A photo of Parramatta forward Shaun Lane on social media with a bag of white powder, reportedly during Manly's end-of-season celebrations last year, has again shone the spotlight on player conduct and sparked renewed debate about the need for such shenanigans.
"I don't think Mad Monday needs a re-design. I think players' behaviour needs a re-design," Marshall told Fox Sports.
"Times are changing and, as players, I feel like we're changing with it. We're doing what we can and in this instance this is something you have got to learn from.
"Taking photos and sending them, of stupid things, is a no no."
Marshall, a former world player of the year who remains a pin-up for the code even at 35, admits he was shocked when he first saw the photo of Lane splashed across the front page of a Sydney newspaper on Tuesday.
"I was thinking this is what we don't need leading into the semi-finals - another scandal," he said.
"I think the takeaway for the players from this is, the whole taking photos (of) stupid things, whether it's illegal or not, just how it looks (is bad).
"So that whole point of when you want to take a photo of yourself doing something silly and send it, we've got to be better than that."
But the Wests Tigers premiership-winning hero says confining the game's stars to private functions away from the prying public isn't the way to improve player behaviour.
"Times are changing.
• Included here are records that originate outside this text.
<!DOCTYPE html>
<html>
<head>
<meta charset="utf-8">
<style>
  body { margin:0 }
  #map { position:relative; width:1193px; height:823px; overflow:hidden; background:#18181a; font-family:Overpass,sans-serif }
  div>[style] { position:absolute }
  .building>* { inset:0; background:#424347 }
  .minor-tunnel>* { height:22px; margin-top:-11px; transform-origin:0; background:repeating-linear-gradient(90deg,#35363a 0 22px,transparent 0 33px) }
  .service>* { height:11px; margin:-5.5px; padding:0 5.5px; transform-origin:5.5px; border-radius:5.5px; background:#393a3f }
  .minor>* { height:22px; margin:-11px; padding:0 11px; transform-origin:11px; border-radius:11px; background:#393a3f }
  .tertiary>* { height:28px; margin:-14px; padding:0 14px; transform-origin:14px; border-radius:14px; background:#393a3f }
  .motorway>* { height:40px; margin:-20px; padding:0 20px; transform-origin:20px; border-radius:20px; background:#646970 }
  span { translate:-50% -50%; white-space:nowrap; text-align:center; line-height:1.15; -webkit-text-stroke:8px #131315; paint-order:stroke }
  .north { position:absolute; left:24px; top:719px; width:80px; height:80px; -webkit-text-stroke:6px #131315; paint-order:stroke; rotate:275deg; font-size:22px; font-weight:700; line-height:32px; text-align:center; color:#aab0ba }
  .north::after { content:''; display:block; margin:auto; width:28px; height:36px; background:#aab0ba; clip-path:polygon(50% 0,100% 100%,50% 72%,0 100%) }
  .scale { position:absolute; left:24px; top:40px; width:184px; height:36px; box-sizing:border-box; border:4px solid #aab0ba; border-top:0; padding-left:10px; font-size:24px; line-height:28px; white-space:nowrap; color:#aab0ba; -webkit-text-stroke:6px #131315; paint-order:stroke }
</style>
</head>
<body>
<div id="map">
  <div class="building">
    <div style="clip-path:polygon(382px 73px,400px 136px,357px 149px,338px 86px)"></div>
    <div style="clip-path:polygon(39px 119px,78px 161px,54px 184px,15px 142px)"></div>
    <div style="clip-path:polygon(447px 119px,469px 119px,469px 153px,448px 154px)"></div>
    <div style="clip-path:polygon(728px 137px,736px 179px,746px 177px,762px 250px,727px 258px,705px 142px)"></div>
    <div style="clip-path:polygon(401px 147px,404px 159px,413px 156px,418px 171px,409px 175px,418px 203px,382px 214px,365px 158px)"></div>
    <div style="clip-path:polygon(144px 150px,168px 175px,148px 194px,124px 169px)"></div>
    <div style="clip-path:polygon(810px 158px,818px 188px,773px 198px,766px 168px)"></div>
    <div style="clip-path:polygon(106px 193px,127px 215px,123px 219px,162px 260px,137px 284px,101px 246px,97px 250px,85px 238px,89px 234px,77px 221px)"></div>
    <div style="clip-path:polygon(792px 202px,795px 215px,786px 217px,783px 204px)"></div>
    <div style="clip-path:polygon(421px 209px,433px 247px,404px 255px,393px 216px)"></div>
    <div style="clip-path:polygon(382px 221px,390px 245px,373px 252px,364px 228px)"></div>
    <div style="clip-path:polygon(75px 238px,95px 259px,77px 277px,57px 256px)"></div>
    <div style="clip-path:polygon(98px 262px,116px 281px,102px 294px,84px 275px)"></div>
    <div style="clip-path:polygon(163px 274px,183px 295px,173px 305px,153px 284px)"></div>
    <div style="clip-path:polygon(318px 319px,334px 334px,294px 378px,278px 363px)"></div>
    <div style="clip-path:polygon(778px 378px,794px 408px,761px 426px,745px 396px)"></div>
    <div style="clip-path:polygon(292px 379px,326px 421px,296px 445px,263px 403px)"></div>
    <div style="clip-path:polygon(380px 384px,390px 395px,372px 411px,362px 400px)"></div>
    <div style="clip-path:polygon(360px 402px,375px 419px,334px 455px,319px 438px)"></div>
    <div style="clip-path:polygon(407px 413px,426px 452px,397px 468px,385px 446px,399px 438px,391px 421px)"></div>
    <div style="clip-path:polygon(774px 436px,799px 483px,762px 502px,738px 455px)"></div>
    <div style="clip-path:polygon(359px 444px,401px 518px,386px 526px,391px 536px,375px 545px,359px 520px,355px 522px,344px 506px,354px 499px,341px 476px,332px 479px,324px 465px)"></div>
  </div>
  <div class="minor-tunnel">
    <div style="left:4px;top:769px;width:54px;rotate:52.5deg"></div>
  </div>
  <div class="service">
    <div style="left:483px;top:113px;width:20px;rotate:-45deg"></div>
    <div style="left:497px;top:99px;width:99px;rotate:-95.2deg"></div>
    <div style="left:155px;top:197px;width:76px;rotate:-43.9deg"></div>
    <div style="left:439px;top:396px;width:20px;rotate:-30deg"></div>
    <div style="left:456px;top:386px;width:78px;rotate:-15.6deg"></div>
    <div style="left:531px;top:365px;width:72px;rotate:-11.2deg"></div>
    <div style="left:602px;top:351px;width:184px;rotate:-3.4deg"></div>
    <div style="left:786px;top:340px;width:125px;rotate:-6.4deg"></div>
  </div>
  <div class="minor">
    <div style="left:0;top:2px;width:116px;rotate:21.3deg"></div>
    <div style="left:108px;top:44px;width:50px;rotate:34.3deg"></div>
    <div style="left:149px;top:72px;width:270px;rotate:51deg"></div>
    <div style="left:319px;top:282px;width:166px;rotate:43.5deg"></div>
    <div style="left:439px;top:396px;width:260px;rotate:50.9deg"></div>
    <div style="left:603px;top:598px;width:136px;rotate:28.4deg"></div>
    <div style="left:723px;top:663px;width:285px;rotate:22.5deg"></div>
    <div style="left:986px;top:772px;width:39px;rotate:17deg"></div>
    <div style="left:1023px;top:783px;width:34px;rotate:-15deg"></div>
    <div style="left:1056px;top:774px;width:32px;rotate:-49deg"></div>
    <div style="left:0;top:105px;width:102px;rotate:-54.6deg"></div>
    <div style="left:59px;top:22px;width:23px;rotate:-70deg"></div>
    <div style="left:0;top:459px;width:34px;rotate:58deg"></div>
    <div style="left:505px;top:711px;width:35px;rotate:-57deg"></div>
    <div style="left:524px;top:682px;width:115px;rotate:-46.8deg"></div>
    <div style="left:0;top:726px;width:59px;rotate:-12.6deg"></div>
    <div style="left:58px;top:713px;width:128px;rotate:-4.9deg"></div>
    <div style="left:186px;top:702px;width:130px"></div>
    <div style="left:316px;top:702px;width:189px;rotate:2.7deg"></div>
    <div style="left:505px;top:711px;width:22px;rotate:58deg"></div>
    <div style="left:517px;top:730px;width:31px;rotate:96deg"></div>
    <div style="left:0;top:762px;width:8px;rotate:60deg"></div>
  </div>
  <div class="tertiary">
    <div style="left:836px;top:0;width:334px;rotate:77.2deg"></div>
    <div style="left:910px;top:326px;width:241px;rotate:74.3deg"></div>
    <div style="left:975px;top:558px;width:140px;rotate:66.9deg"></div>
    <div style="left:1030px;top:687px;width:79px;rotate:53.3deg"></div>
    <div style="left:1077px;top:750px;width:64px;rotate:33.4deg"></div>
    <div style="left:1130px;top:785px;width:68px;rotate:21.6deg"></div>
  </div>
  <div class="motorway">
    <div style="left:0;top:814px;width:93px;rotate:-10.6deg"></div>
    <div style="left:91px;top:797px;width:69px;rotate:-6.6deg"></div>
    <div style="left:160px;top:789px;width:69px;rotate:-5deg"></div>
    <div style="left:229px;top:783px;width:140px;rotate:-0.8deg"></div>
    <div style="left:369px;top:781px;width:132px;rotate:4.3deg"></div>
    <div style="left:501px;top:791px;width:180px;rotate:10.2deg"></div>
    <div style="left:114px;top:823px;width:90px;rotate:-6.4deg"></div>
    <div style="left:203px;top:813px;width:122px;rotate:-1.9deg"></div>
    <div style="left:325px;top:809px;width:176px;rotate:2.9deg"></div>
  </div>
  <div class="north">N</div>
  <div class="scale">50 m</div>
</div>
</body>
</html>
You have to change with it," Marshall said.
"So whether that means locking yourself down at a private situation away from people, which you shouldn't have to do, but you want to get together as a team and celebrate what you've done throughout the year.
"Like, it's a tough slog playing for the full season.
"You can't control what other people do. You can't control the guy who's going to come over and try and cause trouble or the people trying to take photos of you being intoxicated. You can't control that.
"If we just address the behaviour, it all goes away".